*** Opening of EXERCISE INPUTS ***

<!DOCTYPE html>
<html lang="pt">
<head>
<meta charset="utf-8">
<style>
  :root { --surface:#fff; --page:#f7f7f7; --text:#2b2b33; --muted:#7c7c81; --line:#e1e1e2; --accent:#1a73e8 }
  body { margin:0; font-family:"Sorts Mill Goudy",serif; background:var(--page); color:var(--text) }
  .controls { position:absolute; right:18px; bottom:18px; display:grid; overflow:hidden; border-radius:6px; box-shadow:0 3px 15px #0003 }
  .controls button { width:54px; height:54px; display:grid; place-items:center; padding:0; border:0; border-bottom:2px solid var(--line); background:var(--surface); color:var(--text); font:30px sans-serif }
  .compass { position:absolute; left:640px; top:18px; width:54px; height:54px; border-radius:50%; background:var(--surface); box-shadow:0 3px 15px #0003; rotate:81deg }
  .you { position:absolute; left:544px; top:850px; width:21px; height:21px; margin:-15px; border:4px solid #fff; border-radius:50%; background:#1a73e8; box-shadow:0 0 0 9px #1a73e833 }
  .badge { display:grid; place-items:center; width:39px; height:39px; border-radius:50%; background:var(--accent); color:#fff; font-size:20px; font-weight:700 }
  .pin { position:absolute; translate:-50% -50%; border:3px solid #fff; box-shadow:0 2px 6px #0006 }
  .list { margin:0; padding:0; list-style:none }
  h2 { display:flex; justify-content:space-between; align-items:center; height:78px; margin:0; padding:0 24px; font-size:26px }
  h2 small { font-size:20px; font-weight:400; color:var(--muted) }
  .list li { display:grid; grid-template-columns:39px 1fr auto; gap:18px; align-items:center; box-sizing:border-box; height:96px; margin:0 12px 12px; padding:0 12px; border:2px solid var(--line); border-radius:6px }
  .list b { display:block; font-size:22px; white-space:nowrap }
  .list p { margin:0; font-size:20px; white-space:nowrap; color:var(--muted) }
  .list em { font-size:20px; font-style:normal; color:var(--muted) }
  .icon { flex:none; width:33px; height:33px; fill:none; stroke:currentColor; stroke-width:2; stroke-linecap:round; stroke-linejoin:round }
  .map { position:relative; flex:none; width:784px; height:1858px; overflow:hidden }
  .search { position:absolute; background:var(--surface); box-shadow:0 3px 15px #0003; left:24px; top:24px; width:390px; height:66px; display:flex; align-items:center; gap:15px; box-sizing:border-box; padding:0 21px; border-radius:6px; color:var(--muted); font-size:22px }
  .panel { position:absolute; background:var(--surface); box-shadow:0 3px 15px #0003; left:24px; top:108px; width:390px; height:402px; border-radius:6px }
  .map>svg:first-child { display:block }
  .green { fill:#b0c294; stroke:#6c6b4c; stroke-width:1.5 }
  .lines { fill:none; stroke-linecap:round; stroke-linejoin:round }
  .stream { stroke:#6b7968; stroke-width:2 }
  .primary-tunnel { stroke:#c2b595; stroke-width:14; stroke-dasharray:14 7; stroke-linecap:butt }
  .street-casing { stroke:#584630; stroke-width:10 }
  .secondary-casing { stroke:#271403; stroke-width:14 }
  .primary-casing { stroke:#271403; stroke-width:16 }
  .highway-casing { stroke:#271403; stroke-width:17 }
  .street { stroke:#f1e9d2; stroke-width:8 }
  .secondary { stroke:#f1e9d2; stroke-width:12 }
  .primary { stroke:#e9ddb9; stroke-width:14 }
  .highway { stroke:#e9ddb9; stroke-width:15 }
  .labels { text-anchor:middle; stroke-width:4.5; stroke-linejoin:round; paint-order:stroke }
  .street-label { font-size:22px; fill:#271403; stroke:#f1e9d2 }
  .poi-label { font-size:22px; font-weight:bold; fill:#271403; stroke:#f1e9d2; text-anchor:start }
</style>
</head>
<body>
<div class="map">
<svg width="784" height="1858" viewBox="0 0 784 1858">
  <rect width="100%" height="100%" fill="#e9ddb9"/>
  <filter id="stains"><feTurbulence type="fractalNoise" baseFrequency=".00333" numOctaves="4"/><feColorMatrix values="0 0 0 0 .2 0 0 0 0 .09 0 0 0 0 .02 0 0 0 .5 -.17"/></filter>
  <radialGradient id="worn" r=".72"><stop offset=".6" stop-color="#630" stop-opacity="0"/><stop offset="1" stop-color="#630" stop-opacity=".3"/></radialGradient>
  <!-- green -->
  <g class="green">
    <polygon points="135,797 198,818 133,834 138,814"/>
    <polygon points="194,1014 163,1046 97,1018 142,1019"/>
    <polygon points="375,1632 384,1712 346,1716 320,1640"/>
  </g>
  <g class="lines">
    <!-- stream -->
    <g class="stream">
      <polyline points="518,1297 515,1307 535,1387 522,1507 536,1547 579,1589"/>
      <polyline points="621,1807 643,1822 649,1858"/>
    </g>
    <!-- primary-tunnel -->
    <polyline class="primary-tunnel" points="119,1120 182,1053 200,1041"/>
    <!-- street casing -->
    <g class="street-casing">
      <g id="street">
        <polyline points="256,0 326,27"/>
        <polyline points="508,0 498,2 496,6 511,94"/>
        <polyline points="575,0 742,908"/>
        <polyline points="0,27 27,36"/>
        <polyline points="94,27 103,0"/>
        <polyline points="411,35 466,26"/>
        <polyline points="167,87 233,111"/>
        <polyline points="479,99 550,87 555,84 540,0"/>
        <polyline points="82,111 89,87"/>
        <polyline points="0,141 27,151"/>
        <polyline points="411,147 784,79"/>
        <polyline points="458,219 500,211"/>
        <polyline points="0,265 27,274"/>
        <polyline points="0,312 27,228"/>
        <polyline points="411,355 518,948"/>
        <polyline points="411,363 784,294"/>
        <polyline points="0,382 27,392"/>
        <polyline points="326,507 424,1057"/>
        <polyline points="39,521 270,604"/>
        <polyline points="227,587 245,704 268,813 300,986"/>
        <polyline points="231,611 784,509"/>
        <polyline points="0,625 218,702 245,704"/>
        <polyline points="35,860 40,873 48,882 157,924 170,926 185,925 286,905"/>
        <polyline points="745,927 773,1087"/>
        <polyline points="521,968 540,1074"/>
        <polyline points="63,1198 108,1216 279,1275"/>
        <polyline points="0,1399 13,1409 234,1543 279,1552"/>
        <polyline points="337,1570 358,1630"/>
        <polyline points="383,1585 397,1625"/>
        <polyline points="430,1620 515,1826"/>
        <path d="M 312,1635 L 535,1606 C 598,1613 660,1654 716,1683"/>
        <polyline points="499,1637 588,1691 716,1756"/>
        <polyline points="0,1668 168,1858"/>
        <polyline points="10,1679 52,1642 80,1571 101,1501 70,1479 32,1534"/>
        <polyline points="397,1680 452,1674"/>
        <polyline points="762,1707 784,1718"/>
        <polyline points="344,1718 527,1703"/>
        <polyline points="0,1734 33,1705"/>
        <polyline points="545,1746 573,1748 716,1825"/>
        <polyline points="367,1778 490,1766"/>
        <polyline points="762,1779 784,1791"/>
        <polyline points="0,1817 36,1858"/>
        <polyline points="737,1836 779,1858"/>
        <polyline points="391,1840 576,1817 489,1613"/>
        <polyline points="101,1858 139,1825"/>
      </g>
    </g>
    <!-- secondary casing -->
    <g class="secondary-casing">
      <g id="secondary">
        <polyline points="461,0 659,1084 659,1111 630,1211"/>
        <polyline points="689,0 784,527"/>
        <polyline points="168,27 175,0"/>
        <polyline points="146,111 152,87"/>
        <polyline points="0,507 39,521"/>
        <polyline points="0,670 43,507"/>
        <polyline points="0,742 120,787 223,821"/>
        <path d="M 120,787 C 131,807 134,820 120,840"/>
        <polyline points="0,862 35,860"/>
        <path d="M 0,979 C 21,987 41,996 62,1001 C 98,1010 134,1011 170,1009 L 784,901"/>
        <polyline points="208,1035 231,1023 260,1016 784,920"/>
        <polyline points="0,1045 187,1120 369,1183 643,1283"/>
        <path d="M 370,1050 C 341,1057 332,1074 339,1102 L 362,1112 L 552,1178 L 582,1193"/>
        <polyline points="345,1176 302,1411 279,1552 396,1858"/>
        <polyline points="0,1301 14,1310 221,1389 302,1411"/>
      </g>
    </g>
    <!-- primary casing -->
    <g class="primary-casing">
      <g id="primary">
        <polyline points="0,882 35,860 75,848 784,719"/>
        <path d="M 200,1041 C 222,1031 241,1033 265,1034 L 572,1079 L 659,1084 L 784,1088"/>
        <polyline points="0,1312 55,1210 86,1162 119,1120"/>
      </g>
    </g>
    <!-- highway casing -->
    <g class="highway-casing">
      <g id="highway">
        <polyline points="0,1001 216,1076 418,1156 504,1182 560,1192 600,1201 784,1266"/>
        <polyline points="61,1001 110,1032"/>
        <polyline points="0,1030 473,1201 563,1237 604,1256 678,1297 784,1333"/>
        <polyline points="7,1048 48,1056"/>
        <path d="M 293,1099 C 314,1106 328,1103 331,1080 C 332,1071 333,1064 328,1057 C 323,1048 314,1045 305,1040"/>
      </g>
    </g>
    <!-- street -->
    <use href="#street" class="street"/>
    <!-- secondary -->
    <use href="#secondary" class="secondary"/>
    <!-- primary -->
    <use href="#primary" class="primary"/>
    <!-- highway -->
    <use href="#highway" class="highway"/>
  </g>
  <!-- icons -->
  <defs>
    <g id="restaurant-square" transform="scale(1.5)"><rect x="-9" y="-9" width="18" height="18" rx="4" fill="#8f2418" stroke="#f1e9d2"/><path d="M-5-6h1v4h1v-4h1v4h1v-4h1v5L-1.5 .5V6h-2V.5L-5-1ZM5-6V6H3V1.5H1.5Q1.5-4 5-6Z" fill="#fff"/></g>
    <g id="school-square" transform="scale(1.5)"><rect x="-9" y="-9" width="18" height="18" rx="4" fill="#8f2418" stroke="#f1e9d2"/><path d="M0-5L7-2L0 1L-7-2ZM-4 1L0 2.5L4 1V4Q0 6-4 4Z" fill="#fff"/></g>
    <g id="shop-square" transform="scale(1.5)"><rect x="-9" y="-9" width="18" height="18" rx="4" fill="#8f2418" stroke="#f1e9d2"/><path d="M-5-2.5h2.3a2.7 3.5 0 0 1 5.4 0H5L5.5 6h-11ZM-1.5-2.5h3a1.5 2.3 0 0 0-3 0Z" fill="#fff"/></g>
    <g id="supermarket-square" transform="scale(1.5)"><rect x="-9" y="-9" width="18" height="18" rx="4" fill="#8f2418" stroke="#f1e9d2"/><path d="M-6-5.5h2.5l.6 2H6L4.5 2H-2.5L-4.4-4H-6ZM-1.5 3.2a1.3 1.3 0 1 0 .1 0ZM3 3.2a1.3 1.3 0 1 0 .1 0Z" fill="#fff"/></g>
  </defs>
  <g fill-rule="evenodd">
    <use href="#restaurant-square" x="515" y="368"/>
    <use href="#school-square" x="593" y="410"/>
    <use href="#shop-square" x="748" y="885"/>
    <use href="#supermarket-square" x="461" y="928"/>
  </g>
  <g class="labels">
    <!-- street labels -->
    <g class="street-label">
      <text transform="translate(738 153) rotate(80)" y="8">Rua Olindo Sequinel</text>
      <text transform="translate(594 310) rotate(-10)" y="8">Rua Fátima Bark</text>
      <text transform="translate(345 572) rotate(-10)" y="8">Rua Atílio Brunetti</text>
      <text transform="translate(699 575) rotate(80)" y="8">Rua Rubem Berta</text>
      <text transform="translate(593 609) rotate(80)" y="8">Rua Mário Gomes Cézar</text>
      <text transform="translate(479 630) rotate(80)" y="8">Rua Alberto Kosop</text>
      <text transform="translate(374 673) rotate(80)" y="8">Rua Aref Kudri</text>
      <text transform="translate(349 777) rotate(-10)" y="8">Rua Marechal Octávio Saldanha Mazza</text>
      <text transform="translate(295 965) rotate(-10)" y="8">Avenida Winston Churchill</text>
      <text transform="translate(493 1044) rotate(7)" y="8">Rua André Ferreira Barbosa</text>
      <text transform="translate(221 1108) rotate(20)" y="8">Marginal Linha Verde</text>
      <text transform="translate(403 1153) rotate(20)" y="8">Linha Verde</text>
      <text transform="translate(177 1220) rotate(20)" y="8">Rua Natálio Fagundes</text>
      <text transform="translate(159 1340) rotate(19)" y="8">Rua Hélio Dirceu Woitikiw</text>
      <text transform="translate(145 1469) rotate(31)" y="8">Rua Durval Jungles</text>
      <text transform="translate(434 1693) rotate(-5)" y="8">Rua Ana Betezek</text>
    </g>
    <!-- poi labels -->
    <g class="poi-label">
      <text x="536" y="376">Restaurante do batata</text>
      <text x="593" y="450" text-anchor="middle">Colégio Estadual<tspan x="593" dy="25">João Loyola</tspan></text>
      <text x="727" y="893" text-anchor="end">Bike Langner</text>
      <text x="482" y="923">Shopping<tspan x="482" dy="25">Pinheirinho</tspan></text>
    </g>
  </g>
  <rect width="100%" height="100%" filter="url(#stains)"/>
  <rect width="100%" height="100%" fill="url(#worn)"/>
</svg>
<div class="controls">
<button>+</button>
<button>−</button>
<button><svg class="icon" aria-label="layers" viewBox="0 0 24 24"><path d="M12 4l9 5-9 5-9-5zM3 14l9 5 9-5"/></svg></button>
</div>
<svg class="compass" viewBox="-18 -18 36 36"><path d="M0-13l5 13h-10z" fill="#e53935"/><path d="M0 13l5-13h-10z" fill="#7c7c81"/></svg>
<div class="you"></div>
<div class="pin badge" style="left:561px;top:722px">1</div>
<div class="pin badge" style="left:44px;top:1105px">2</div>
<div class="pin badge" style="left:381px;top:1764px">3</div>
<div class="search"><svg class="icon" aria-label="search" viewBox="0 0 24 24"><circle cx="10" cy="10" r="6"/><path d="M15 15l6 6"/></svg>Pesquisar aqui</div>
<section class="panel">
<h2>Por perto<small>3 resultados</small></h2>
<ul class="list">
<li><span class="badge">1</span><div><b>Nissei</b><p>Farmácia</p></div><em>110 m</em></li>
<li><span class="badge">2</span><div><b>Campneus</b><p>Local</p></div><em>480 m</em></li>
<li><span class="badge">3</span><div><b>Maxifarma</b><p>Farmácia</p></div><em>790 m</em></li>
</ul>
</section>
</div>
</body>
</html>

*** Close of EXERCISE INPUTS ***

WORK TO COMPLETE:
When a line of the records holds the word "body", copy that line.

EXPECTED OUTPUT:
  body { margin:0; font-family:"Sorts Mill Goudy",serif; background:var(--page); color:var(--text) }
<body>
</body>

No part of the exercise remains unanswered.